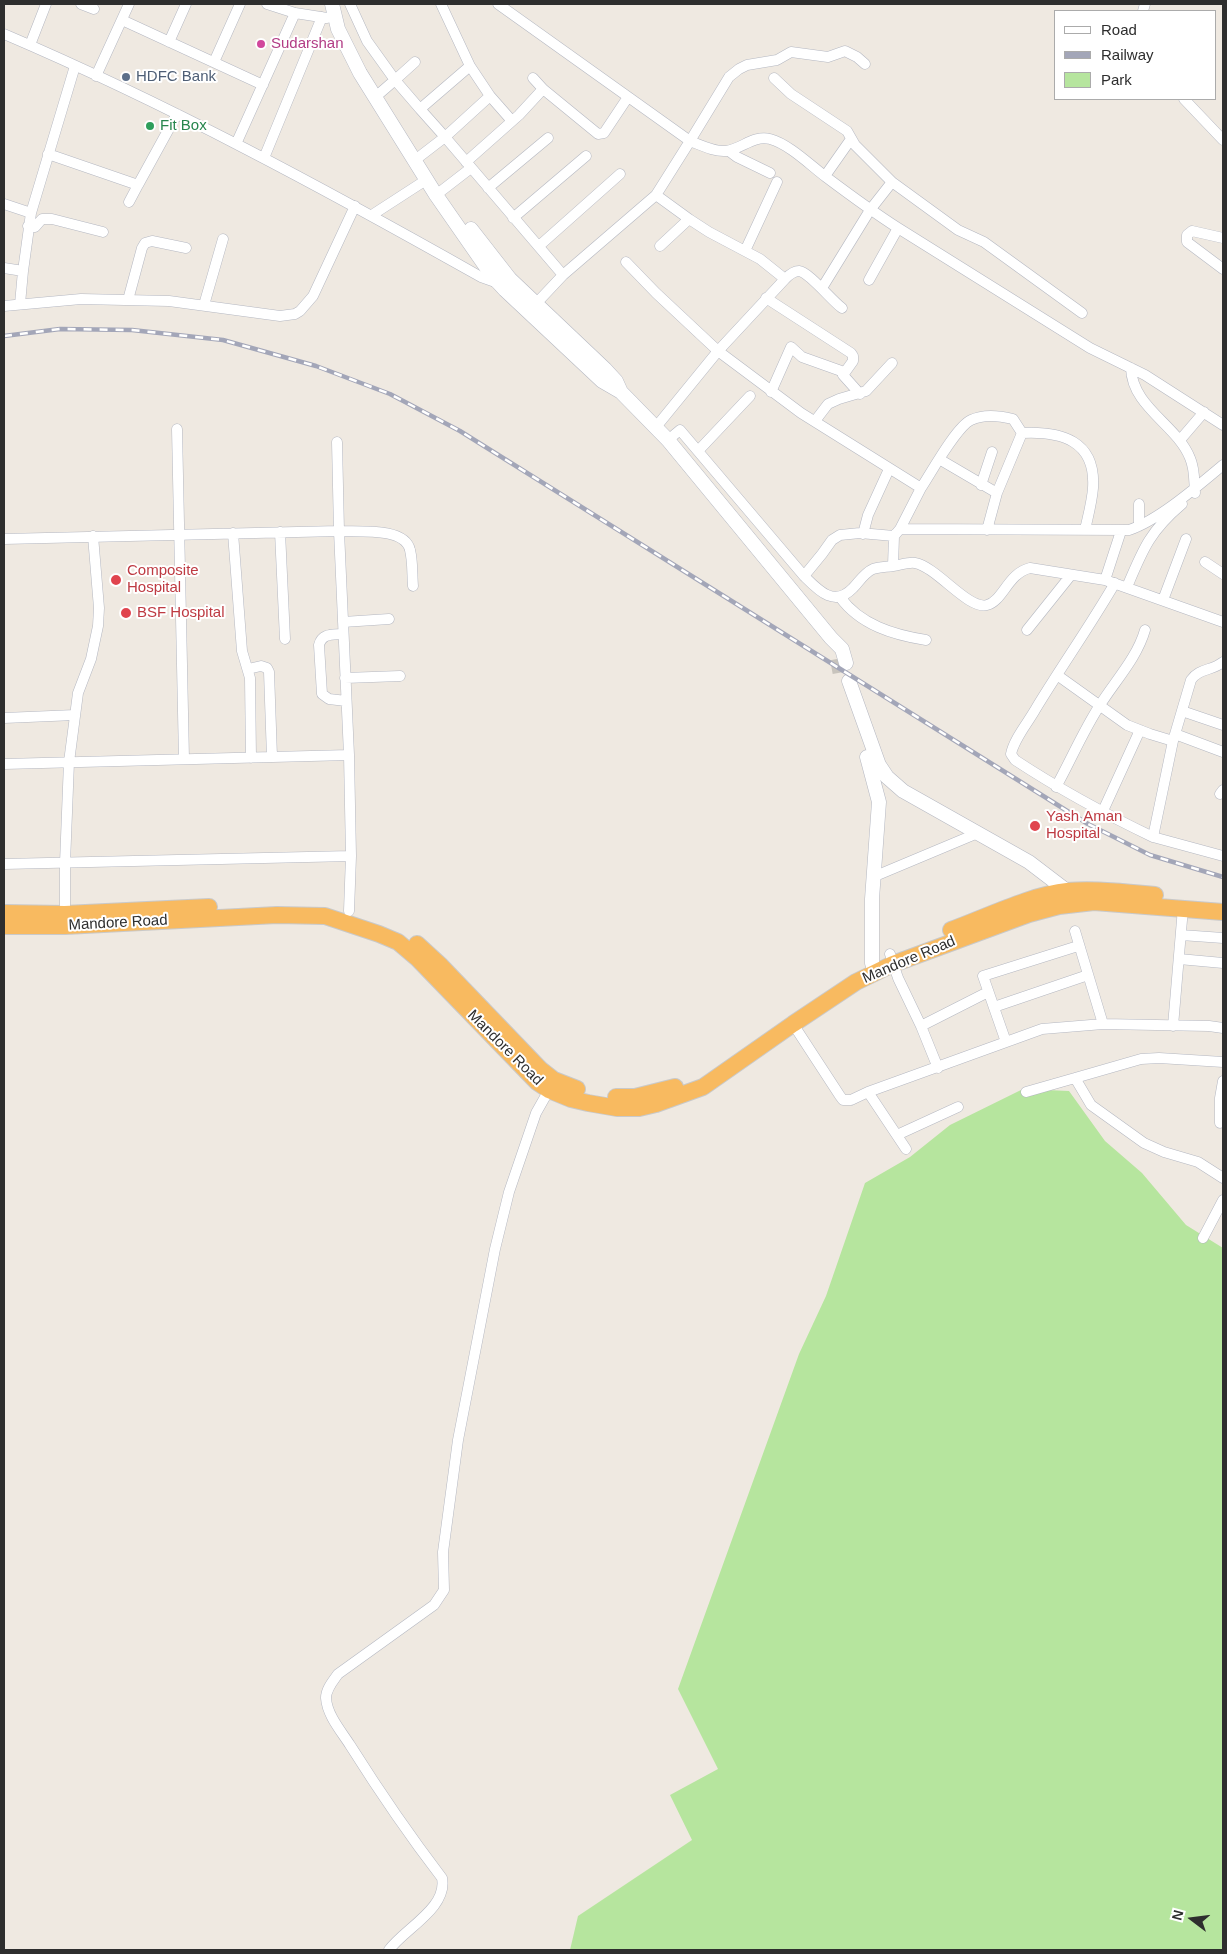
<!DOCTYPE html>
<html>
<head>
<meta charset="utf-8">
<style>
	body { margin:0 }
	#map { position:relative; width:1227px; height:1954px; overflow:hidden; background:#efe9e1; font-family:Arial,sans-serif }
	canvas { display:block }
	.frame { position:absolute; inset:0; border:5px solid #2e2e2e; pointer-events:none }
	.legend { position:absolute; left:1054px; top:10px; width:162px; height:90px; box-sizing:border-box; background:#fff; border:1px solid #ababab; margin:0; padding:6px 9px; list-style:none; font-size:15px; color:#2e2e2e }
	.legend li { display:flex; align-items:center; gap:10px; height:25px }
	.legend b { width:25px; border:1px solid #ababab }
	.north { position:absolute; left:1167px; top:1894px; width:50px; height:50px; -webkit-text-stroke:4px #fff; paint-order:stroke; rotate:285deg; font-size:14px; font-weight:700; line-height:20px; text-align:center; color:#2e2e2e }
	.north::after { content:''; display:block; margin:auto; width:18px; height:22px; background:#2e2e2e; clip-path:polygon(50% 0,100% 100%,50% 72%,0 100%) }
</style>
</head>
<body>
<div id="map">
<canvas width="1227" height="1954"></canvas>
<div class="frame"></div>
<ul class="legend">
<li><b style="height:6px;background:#fff"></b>Road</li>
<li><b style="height:6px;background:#a3a6b8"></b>Railway</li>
<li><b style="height:14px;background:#b6e59e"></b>Park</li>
</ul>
<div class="north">N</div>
</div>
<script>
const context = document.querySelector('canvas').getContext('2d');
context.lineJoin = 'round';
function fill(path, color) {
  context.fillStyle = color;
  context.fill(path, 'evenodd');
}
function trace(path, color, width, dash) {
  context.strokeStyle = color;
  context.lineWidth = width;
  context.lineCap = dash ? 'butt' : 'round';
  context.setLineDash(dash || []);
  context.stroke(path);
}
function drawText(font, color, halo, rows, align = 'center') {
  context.font = font + ' Arial,sans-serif';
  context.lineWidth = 4;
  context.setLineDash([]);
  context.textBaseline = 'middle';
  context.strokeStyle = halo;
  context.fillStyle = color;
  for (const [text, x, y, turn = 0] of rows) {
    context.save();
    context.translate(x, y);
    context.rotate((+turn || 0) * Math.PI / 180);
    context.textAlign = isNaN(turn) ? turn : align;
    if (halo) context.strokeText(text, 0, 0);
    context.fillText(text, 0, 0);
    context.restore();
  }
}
const green = new Path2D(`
	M1023,1089l46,2 36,50 37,32 44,52 37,23v702h-653l8,-34 114,-76 -22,-45 48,-26 -40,-80 121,-335 27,-58 39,-113 45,-26 40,-32z`);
const secondaryTunnel = new Path2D(`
	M837,659l3,16`);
const minor = new Path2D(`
	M81,4l13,5
	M267,4l28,9 32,5
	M350,4l17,37 28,39 20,-18
	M441,4l29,62 -50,43 25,28 45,-41
	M498,4l192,137 39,-64 10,-8 8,-4 30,-5 14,-8 37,5 17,-6 12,6 8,7
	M1143,11l2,-7
	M122,20l141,65
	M4,34c164,70 321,155 477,243l17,6
	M169,42l17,-38
	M30,45l16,-41
	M214,62l26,-58
	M470,66l20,30 22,25
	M96,76l33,-72
	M533,78l10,11 55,45 6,-1 24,-36
	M774,78l17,16 56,37 8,14 37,37 66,48 26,12 98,71
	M380,93l15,-13 25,29
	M1184,99l39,41
	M236,144l59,-131
	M729,151l8,6 33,16
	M48,154l90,31 -9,17
	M419,157l26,-20 118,138
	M264,158l58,-141
	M466,162l53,-47 24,-26
	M825,176l26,-37
	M138,185l39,-71
	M488,188l60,-50
	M436,195l35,-27
	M656,195l33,24 -29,27
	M4,204l27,9
	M372,215l54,-35
	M513,218l73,-62
	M28,226l7,1 7,-8h10l51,13
	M1223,238l-31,-7 -5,4v7l36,27
	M539,246l81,-72
	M745,251l32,-69
	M626,262l30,31 62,58 67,-72 -25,-20 -51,-27 -20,-13
	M4,268l19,3
	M785,279c3,-3 9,-8 14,-8 10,1 33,30 43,37
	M869,280l29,-52
	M822,288l48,-78 22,-28
	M766,298l85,55 2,3v5l-10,14 17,19
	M128,300l14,-52 3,-5 7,-2 34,7
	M20,304l3,-33 8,-58 44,-147
	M204,305l19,-66
	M4,306l77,-7 88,2 111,15 15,-2 5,-3 13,-15 42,-90
	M531,309l32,-34 93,-80 34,-54c11,4 24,11 36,10 16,-2 27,-16 44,-12 19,5 40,26 56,38 24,18 47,35 72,51l192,120 55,27 78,50
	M1131,368c1,39 46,57 59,90 5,11 4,23 5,35
	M771,392l20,-45 11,10 42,15
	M815,421l13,-17 11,-5 27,-8 26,-28
	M656,427l62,-76 83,62 120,75 -21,41 229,1c30,-10 70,-45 94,-65
	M177,429l7,330
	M1022,433c40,-2 74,8 71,55 -1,14 -5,28 -8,42
	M668,440l12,-10 124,146c14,14 30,32 49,12 6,-6 11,-15 20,-19 6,-2 14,-2 20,-3
	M1180,440l24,-28
	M337,442l2,89c19,1 66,-4 71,19 3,12 2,25 3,36
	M698,451l52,-55
	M939,459l58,34
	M981,485l11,-33
	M921,488c10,-15 35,-61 50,-68 12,-6 30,-4 42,-1l9,14 -25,60 -10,37
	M1139,504v22
	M900,529l-6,7 -1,30c7,-1 16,-4 22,-3 22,4 53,47 72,42 16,-4 21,-32 43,-37l75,12 118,42
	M280,532l5,107
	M233,533l9,118 8,27 1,80
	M863,534l5,-19 21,-46
	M4,539l335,-8 10,224 -345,9
	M1205,562l18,12
	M804,576l18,-22 10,-14 8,-5 20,-2 34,3
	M1105,580l16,-49
	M1115,583c-25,43 -54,84 -80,127 -8,14 -21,29 -24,44l4,6c44,29 90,54 138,77
	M1127,587c16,-38 23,-56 55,-83
	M840,597c20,28 54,38 86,43
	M1163,600l23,-61
	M343,622l46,-3
	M1027,630l44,-55
	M343,634c-11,1 -21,-1 -24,11l3,49 7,5 17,2
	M1223,662c-11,9 -24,6 -32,18l-18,61 -20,96 70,19
	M248,669l13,-3 6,2 2,4 3,85
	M1057,675l70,50 23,9 23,7
	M345,678l55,-2
	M1182,711l41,14
	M4,718l71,-3
	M1175,734l48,18
	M1056,787c15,-27 27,-56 44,-82 15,-24 37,-47 45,-75
	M1220,794l3,-4
	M1102,813l38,-83
	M4,864l347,-8 -2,-101
	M873,877l105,-44
	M349,911l2,-55
	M65,920v-57l4,-101 9,-69 13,-34 7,-33 1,-18 -6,-72
	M1181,935l42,3
	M890,954l8,24 23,48 67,-34
	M1179,959l44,4
	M994,1007l94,-32
	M793,1024l47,72 3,4h8l17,-8 174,-63 61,-5 -28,-93
	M1103,1024l106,2 14,2
	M921,1026l17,42
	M1173,1026l10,-118
	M1006,1042l-23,-66 95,-30
	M1075,1078l66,-19 18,-1 64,4
	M868,1092l38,57
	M1026,1092l49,-14 16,27 53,38 20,9 34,10 25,16
	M1220,1123v-25l3,-17
	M897,1135l61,-28
	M1203,1238l20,-38
	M389,1950c15,-21 59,-42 53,-72 -33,-43 -63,-87 -92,-133 -9,-14 -23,-30 -24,-47 0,-9 7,-17 12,-24l96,-69 10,-15 -1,-38 15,-112 37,-191 14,-57 27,-79 13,-23`);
const secondary = new Path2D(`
	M332,4l6,25 22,44 76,122 57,82 12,13 97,91 19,11 47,48 163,198 11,11 4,14
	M471,229l39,50 95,90 11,12 5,11
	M849,681l30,84 8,12 16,14 126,71 38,29
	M867,757l12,45 -7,97v64l3,10`);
const trunk = new Path2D(`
	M4,913l61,1 144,-7
	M4,926h61l212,-11 48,1 54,18 19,8 20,17 119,123 12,8 22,9 17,4 29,5h22l17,-4 47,-17 90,-63 63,-42 37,-18 136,-50 30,-8 35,-4 129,10
	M951,930c33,-12 83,-36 116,-39 29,-2 59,1 88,4
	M417,944l24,22 99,103 14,11 23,9
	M616,1097h19l40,-10`);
const rail = new Path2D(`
	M4,336l56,-7 72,1 91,10 93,26 74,28 70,37 628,393 62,31 73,22`);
const markers = [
	[261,44,5,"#d1479c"],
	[126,77,5,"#5c6f8a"],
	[150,126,5,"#2e9e5b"],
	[116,580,6,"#e0444e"],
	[126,613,6,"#e0444e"],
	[1035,826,6,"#e0444e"]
];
const hotelNames = [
	["Sudarshan",271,44]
];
const serviceNames = [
	["HDFC Bank",136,77]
];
const leisureNames = [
	["Fit Box",160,126]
];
const healthNames = [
	["Composite",127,571],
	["Hospital",127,588],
	["BSF Hospital",137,613],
	["Yash Aman",1046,817],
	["Hospital",1046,834]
];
const streetNames = [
	["Mandore Road",118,923,-3],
	["Mandore Road",909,960,-23],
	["Mandore Road",505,1048,45]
];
fill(green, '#b6e59e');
trace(secondaryTunnel, '#c8c4bd', 14, [14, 7]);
trace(minor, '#b4b7c1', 11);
trace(secondary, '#b4b7c1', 15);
trace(trunk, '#c9c9c9', 18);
trace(minor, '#fff', 10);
trace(secondary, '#fff', 14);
trace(trunk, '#f8ba60', 16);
trace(rail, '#a3a6b8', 4.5);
trace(rail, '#fff', 2.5, [8]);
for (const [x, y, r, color] of markers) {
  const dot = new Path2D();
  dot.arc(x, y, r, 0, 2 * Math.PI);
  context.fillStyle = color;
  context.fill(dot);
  trace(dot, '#fff', 2);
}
drawText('15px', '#b23c85', '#fff', hotelNames, 'left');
drawText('15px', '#4e5e75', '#fff', serviceNames, 'left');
drawText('15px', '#27864d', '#fff', leisureNames, 'left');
drawText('15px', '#be3a42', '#fff', healthNames, 'left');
drawText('15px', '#2e2e2e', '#fff', streetNames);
</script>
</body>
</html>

Exercise details: Scan the entries above and work out how many lines include the word "turn"; the reply is that number alone.

Answer area: 3